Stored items
'''
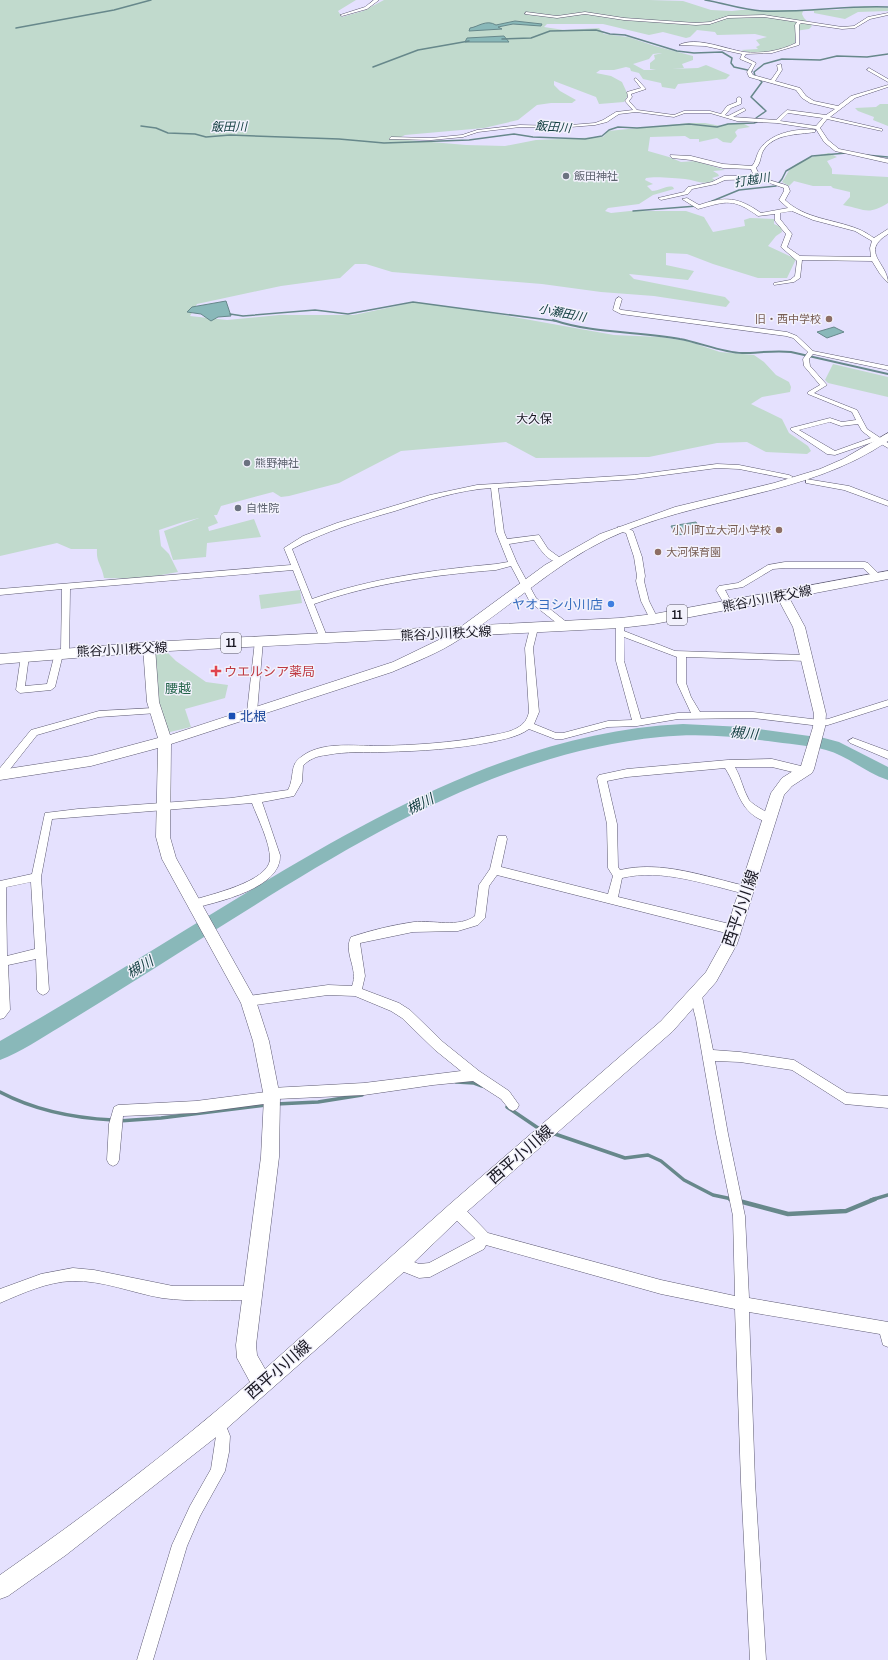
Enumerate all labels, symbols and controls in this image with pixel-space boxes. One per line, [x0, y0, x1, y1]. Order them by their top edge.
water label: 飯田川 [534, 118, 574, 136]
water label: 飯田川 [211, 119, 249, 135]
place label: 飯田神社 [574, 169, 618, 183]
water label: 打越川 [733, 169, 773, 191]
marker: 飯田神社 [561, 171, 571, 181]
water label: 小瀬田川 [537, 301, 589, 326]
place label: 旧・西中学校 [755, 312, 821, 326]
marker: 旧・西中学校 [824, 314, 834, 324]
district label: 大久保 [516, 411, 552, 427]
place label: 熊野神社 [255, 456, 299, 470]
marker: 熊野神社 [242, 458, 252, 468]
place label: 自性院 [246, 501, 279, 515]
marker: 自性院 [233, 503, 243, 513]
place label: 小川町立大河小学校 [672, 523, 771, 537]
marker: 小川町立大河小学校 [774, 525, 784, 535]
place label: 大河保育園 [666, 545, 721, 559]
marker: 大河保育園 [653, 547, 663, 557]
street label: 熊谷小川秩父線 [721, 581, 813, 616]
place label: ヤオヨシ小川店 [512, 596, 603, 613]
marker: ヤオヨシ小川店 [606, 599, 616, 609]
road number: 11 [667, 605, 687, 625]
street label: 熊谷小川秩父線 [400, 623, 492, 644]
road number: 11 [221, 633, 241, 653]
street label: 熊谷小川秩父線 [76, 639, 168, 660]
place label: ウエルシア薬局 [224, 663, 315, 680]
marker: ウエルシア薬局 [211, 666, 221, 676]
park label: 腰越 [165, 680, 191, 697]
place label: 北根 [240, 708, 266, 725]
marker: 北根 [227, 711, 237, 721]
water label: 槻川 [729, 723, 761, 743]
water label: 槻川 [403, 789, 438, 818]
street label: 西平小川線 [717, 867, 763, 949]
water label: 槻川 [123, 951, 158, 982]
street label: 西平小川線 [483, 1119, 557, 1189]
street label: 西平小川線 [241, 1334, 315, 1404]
'''
## TASK STATEMENT
Could you repeat all of the entries exactly, without any of the images?

## ANSWER
Enumerate all labels, symbols and controls in this image with pixel-space boxes. One per line, [x0, y0, x1, y1]. Order them by their top edge.
water label: 飯田川 [534, 118, 574, 136]
water label: 飯田川 [211, 119, 249, 135]
place label: 飯田神社 [574, 169, 618, 183]
water label: 打越川 [733, 169, 773, 191]
marker: 飯田神社 [561, 171, 571, 181]
water label: 小瀬田川 [537, 301, 589, 326]
place label: 旧・西中学校 [755, 312, 821, 326]
marker: 旧・西中学校 [824, 314, 834, 324]
district label: 大久保 [516, 411, 552, 427]
place label: 熊野神社 [255, 456, 299, 470]
marker: 熊野神社 [242, 458, 252, 468]
place label: 自性院 [246, 501, 279, 515]
marker: 自性院 [233, 503, 243, 513]
place label: 小川町立大河小学校 [672, 523, 771, 537]
marker: 小川町立大河小学校 [774, 525, 784, 535]
place label: 大河保育園 [666, 545, 721, 559]
marker: 大河保育園 [653, 547, 663, 557]
street label: 熊谷小川秩父線 [721, 581, 813, 616]
place label: ヤオヨシ小川店 [512, 596, 603, 613]
marker: ヤオヨシ小川店 [606, 599, 616, 609]
road number: 11 [667, 605, 687, 625]
street label: 熊谷小川秩父線 [400, 623, 492, 644]
road number: 11 [221, 633, 241, 653]
street label: 熊谷小川秩父線 [76, 639, 168, 660]
place label: ウエルシア薬局 [224, 663, 315, 680]
marker: ウエルシア薬局 [211, 666, 221, 676]
park label: 腰越 [165, 680, 191, 697]
place label: 北根 [240, 708, 266, 725]
marker: 北根 [227, 711, 237, 721]
water label: 槻川 [729, 723, 761, 743]
water label: 槻川 [403, 789, 438, 818]
street label: 西平小川線 [717, 867, 763, 949]
water label: 槻川 [123, 951, 158, 982]
street label: 西平小川線 [483, 1119, 557, 1189]
street label: 西平小川線 [241, 1334, 315, 1404]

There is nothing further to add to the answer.